I think the thing about suspense that so many people fail to realize is it is not so much WHAT YOU SHOW; it is WHAT YOU DON’T SHOW. The payoff has to be just as exciting as the buildup, which not all directors can capture well. I know some of you are thinking, why isn’t “Psycho” on this list. I was spoiled on that movie before I actually saw it, so it never had the same punch for me. The shower scene is great; it’s iconic, but if you know it’s going to happen before you have even seen the movie it loses its overall lore.

Another iconic flick is “Se7en,” that 1995 thriller starring Brad Pitt and Morgan Freeman trying to catch a killer whose crimes are based on the Seven Deadly Sins. Each murder is a buildup to something bigger and when it reaches that infamous moment of finding out “What’s in the box?” You are left speechless as a viewer. David Fincher knew exactly what he was doing by NOT showing the audience the severed head of Gwyneth Paltrow’s character. It just left you frustrated and satisfied that much more as a viewer.

A recent flick I have to add to my list is a 1967 thriller that I managed to catch on Turner Classic Movies one day titled “Wait Until Dark” starring the iconic Audrey Hepburn as a blind women who becomes the target of a drug dealer and his goons. It really doesn’t become a full-blown thriller until the third act, but when it erupts it will blow your socks off. Imagine being blind and being tortured by someone you cannot see and that feeling of no escape. That is what we see with Hepburn’s Susy, who battles Roat (Alan Arkin), in a sensational villainous turn. I mean when he corners Susie looking for that doll and she manages to place him into her world of darkness and she tosses that gasoline and starting flicking those matches, I was on edge.

That is NOT the big moment, the moment happens when we think the villain is dead and he pops out in a scene that left me rattled and that big climax of whether Susy will escape or not just has you screaming at the screen.

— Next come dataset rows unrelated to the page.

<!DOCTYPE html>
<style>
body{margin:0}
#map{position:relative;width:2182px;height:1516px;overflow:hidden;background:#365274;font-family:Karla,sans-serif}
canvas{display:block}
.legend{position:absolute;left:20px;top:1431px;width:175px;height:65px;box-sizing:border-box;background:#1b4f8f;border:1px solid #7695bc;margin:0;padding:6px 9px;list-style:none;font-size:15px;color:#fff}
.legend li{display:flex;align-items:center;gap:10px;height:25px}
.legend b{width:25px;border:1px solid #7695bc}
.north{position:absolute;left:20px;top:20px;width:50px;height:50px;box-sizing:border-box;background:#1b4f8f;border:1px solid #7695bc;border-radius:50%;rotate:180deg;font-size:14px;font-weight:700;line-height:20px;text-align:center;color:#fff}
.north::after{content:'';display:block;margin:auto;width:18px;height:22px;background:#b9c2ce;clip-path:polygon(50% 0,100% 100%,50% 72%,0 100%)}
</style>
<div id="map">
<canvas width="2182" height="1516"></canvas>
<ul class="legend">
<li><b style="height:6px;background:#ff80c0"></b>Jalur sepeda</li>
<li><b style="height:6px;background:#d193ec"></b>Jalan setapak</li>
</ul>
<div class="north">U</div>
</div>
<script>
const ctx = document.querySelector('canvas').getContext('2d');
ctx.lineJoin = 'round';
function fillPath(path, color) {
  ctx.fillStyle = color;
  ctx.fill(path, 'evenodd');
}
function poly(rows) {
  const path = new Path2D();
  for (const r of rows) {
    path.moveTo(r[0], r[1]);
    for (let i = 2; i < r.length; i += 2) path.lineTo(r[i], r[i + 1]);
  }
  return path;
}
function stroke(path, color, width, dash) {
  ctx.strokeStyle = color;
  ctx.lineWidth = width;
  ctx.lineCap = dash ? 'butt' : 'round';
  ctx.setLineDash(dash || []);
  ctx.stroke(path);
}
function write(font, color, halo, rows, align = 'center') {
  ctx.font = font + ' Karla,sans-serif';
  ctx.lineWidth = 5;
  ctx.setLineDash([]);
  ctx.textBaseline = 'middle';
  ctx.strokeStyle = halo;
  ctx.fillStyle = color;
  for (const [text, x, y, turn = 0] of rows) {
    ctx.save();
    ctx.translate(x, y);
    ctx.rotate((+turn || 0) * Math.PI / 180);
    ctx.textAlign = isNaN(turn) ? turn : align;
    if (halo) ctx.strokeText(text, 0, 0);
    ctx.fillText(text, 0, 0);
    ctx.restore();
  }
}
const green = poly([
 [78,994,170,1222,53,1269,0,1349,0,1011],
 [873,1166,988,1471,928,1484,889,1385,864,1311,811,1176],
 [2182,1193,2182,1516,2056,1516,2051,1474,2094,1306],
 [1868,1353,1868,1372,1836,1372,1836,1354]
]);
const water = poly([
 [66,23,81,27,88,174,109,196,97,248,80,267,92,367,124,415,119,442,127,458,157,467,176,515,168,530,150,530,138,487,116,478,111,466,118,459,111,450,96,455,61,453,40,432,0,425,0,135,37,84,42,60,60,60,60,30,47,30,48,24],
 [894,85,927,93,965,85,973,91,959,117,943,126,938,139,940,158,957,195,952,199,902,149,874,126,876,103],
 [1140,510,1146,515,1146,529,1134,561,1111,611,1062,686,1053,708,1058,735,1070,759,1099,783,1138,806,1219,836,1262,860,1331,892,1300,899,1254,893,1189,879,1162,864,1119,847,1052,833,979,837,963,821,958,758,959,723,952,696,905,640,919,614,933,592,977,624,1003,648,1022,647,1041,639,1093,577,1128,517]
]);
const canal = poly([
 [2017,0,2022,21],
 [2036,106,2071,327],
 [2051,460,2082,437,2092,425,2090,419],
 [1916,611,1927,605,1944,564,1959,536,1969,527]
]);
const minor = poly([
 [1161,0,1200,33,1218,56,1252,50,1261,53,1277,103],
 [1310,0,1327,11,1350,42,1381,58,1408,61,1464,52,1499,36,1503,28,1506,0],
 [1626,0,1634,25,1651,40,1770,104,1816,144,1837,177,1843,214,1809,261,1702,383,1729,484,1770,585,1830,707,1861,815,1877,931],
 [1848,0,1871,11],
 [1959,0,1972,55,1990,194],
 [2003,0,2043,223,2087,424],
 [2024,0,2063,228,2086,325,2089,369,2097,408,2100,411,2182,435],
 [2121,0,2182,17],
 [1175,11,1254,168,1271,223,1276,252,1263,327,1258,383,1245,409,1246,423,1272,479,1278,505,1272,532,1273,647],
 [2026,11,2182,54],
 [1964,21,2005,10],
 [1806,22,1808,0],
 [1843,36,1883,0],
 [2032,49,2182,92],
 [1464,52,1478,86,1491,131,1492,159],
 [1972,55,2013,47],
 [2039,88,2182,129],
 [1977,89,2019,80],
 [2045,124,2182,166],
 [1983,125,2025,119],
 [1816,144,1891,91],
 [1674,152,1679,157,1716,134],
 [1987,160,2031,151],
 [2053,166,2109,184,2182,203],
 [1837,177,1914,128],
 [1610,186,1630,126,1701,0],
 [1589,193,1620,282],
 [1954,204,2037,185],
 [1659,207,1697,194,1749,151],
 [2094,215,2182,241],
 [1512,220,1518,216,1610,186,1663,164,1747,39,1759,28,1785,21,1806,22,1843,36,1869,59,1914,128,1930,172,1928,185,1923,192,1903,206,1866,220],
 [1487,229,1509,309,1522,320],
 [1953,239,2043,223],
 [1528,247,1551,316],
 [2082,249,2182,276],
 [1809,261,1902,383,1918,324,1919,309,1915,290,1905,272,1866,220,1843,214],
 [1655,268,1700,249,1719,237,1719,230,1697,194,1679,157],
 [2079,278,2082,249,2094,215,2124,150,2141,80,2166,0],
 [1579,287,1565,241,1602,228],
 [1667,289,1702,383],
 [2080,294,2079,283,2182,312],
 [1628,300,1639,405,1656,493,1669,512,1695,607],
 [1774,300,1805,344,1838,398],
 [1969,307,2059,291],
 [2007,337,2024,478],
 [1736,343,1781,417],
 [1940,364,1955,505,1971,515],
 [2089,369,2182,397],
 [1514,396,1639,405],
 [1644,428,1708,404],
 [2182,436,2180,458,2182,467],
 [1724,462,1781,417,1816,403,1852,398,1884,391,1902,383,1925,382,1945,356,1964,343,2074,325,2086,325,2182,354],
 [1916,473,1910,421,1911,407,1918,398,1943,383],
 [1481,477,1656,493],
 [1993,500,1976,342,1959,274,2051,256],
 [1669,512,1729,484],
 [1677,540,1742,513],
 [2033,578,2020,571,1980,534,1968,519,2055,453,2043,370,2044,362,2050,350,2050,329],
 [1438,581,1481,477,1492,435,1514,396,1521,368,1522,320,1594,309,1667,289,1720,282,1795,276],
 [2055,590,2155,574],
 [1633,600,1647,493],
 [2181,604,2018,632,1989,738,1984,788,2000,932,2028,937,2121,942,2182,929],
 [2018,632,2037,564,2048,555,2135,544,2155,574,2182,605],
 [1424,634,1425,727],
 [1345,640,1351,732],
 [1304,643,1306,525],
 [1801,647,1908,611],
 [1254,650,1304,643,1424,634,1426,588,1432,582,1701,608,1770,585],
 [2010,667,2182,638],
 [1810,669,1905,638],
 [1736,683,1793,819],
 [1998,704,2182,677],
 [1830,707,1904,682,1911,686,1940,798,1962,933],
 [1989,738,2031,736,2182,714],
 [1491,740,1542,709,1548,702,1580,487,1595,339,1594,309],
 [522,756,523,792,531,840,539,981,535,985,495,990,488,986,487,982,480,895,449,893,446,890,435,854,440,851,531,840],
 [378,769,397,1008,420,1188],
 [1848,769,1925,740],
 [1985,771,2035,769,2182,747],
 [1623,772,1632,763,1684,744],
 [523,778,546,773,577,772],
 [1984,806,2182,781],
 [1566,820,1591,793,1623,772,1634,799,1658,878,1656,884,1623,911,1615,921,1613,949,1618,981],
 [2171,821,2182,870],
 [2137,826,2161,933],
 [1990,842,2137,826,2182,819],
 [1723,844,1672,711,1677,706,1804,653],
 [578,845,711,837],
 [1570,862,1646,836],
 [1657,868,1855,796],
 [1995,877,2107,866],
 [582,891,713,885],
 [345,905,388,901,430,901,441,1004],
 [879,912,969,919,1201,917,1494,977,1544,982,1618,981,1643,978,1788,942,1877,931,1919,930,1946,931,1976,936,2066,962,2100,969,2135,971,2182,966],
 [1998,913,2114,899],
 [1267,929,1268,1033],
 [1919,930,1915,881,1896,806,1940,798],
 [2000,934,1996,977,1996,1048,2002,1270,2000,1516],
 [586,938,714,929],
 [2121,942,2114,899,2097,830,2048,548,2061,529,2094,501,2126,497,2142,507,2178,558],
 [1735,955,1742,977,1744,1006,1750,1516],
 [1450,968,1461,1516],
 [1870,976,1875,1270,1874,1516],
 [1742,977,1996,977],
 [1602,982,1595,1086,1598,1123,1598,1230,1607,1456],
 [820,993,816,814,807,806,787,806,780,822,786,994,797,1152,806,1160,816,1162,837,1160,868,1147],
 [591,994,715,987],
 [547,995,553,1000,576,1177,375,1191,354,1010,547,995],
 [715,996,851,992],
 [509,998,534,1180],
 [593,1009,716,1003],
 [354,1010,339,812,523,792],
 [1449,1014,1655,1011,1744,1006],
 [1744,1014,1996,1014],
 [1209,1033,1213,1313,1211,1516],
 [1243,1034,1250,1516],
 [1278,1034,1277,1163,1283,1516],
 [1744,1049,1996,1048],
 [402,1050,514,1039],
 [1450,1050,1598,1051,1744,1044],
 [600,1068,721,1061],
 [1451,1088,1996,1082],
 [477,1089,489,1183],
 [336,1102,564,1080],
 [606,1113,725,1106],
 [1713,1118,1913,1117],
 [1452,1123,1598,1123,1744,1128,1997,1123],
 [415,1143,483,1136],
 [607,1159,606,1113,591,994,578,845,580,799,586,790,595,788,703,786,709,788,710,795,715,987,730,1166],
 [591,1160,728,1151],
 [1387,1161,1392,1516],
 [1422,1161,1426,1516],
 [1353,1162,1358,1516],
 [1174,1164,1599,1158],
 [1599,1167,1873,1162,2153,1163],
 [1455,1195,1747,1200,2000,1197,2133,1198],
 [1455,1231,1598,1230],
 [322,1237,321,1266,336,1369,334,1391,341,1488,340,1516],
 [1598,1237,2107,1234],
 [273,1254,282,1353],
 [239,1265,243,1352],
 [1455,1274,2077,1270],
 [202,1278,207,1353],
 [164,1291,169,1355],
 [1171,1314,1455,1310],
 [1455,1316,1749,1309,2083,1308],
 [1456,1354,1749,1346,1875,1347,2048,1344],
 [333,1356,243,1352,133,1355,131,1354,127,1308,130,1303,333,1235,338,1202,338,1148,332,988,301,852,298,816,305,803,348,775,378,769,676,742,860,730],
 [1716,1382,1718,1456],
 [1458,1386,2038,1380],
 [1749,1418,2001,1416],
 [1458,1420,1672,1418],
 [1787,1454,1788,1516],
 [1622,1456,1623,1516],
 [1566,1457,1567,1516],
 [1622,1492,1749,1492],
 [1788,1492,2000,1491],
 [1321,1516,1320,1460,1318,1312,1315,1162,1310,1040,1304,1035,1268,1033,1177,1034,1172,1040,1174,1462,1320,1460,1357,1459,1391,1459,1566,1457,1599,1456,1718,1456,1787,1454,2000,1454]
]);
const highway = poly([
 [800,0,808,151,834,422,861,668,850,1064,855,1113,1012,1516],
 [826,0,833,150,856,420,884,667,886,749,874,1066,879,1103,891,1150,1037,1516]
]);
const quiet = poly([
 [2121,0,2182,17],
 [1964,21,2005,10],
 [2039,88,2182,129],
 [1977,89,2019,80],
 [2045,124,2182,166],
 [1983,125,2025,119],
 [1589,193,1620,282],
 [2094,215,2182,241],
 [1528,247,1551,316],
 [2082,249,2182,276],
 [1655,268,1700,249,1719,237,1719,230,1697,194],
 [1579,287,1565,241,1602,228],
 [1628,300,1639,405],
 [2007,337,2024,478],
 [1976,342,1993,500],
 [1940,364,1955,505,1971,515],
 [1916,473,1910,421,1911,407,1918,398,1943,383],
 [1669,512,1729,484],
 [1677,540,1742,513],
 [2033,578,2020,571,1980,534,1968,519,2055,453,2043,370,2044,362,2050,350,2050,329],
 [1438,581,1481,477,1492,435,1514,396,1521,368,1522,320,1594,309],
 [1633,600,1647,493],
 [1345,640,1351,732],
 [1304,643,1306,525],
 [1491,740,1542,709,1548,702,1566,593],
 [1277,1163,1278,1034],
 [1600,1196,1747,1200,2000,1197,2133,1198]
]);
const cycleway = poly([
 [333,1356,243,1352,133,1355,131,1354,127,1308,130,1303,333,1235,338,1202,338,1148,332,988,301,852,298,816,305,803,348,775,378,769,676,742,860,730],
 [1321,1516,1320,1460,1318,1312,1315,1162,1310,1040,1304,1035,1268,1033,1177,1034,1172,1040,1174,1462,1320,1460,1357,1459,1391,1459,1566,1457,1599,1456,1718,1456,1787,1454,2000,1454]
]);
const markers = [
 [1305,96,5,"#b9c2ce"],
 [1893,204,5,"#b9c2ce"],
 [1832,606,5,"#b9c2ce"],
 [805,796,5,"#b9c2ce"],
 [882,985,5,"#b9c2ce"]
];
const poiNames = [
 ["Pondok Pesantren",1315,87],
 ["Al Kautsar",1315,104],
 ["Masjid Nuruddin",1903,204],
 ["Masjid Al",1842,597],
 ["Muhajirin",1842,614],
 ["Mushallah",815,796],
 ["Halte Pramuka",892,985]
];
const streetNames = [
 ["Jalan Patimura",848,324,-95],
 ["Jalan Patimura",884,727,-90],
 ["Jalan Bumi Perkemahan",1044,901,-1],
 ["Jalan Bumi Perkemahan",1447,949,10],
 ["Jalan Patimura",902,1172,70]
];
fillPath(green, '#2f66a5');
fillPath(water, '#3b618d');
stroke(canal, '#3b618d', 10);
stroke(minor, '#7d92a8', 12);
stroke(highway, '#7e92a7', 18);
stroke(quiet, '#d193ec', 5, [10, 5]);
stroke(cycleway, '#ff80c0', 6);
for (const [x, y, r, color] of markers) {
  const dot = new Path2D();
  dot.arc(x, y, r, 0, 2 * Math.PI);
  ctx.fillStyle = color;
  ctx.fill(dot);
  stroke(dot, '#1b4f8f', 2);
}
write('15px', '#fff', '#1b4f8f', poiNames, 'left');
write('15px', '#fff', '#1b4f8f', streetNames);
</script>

Good suspense gets you more involved in the movie, it doesn’t just play out, you become invested in what is unfolding and that is the fun. I feel like the 70s and the 80s defined suspense in cinema, it just isn’t made like that anymore. However, who knows maybe young up and coming directors are looking to put their stamp on the horror, thriller, sci-fi and mystery genres as so many classics before have done.